Word for word, return the lines from the start of the entries below through the line that has "Map reading. Summarize".

*** Records provided Section Begins ***

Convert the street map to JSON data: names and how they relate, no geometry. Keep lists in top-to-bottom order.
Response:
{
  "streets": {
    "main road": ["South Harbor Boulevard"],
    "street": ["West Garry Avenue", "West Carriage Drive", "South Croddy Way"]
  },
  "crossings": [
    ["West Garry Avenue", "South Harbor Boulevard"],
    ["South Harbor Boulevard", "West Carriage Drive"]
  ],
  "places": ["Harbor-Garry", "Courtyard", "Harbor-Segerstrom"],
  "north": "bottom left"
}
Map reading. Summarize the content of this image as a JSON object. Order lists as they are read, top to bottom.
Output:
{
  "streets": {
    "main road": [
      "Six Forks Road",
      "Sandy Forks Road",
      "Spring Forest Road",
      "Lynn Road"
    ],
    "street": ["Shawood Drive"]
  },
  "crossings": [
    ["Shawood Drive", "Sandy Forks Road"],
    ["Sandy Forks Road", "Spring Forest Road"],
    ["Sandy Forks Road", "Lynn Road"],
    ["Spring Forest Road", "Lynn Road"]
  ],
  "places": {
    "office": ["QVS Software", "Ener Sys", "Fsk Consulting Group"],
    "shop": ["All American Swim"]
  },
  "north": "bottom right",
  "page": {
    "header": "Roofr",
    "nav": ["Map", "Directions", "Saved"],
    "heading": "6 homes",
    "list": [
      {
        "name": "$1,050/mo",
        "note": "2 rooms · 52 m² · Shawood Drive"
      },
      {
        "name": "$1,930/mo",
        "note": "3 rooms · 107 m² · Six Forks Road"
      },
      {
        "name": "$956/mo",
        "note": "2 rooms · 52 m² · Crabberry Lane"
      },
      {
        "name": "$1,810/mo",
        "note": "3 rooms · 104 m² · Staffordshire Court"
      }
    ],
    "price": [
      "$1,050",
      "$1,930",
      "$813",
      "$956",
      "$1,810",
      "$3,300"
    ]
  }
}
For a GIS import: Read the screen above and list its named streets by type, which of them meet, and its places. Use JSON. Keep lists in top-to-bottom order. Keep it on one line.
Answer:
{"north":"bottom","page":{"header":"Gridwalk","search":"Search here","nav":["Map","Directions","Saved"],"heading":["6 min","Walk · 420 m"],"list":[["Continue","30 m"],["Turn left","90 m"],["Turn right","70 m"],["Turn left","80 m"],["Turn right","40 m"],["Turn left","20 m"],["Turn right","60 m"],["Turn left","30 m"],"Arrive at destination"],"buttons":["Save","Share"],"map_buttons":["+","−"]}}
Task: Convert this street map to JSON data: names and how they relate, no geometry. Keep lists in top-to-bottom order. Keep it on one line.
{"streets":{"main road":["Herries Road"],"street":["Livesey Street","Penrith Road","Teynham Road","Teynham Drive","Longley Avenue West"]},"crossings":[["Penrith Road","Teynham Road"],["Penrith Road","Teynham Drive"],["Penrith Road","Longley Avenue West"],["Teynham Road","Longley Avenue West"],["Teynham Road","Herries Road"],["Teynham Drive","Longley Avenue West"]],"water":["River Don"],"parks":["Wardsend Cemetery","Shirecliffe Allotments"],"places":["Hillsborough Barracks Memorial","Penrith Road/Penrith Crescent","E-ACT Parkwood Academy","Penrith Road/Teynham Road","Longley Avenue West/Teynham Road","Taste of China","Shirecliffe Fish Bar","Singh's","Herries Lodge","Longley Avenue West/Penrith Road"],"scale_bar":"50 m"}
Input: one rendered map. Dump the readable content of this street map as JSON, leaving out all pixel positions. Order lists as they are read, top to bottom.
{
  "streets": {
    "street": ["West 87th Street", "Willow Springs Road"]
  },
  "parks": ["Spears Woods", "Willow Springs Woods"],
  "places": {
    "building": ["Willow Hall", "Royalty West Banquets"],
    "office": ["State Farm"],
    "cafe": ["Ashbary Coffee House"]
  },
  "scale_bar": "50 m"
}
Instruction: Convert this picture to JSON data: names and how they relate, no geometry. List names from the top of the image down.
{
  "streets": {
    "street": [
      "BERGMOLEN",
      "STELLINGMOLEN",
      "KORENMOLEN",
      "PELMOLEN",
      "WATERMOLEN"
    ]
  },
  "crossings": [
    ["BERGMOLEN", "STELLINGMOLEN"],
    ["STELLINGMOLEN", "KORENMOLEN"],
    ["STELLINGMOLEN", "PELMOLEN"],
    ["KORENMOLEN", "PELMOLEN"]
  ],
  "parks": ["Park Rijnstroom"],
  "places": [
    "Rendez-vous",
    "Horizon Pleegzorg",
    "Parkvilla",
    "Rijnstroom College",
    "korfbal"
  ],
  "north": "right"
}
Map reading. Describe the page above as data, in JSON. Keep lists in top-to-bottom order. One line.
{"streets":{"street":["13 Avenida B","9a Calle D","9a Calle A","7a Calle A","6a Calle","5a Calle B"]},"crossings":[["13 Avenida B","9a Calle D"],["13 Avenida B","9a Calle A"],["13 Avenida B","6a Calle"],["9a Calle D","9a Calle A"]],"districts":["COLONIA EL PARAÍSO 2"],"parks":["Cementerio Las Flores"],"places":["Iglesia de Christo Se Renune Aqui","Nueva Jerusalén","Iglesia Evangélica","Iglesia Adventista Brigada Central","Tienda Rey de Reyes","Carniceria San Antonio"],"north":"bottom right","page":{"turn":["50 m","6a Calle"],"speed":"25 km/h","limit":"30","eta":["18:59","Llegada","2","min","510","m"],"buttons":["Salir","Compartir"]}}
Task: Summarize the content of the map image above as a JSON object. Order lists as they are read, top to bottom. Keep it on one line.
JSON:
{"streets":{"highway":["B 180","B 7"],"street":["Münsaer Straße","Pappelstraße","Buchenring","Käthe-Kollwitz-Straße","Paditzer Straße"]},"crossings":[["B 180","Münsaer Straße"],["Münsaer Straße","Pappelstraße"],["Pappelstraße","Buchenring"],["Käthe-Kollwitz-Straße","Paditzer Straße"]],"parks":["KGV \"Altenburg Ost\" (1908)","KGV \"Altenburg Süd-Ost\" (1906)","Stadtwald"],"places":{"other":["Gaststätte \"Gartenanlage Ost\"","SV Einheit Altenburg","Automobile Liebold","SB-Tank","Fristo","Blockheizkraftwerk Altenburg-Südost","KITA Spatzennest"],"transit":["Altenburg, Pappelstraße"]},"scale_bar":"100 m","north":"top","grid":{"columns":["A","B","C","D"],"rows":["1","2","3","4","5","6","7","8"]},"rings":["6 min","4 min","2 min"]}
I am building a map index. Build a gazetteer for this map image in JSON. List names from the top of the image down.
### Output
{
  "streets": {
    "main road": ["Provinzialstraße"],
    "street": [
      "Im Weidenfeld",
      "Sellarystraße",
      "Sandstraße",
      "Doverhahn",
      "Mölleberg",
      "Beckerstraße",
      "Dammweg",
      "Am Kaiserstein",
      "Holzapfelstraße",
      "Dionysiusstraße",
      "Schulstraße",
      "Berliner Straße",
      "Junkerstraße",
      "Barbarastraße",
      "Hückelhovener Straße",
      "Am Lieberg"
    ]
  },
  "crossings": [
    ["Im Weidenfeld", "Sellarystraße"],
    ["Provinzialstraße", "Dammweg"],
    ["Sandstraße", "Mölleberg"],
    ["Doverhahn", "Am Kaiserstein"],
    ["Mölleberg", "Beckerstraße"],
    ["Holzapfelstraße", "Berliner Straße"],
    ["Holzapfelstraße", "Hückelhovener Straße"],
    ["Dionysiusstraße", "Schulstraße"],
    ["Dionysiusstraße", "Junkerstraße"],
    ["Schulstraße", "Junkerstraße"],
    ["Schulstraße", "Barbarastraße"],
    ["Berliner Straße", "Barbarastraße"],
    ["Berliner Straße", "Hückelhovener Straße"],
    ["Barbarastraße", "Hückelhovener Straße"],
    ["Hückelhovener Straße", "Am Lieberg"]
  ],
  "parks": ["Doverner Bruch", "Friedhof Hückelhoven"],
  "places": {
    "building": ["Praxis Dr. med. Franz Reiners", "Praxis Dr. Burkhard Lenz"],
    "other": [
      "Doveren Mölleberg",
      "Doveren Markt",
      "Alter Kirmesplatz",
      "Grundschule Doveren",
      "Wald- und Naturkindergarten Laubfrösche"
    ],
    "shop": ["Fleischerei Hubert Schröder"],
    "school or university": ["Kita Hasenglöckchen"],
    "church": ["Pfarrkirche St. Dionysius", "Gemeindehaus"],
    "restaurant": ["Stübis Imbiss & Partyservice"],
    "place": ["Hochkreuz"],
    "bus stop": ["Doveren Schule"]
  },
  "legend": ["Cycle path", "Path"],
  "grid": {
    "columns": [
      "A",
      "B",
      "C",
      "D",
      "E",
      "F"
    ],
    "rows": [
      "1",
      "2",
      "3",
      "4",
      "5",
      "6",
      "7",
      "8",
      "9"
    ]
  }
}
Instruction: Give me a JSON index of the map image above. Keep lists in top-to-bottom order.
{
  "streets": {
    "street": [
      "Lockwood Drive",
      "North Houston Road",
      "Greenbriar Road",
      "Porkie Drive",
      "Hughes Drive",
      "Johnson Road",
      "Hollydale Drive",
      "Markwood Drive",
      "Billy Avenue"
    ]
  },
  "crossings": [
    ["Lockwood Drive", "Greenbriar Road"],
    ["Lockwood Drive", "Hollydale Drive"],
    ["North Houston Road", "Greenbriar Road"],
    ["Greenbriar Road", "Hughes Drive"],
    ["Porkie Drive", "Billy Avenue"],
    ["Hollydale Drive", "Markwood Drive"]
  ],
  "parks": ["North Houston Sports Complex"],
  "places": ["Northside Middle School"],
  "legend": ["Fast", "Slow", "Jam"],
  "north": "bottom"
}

*** Records provided Section Ends ***

**Exercise response**:
Convert the street map to JSON data: names and how they relate, no geometry. Keep lists in top-to-bottom order.
Response:
{
  "streets": {
    "main road": ["South Harbor Boulevard"],
    "street": ["West Garry Avenue", "West Carriage Drive", "South Croddy Way"]
  },
  "crossings": [
    ["West Garry Avenue", "South Harbor Boulevard"],
    ["South Harbor Boulevard", "West Carriage Drive"]
  ],
  "places": ["Harbor-Garry", "Courtyard", "Harbor-Segerstrom"],
  "north": "bottom left"
}
Map reading. Summarize the content of this image as a JSON object. Order lists as they are read, top to bottom.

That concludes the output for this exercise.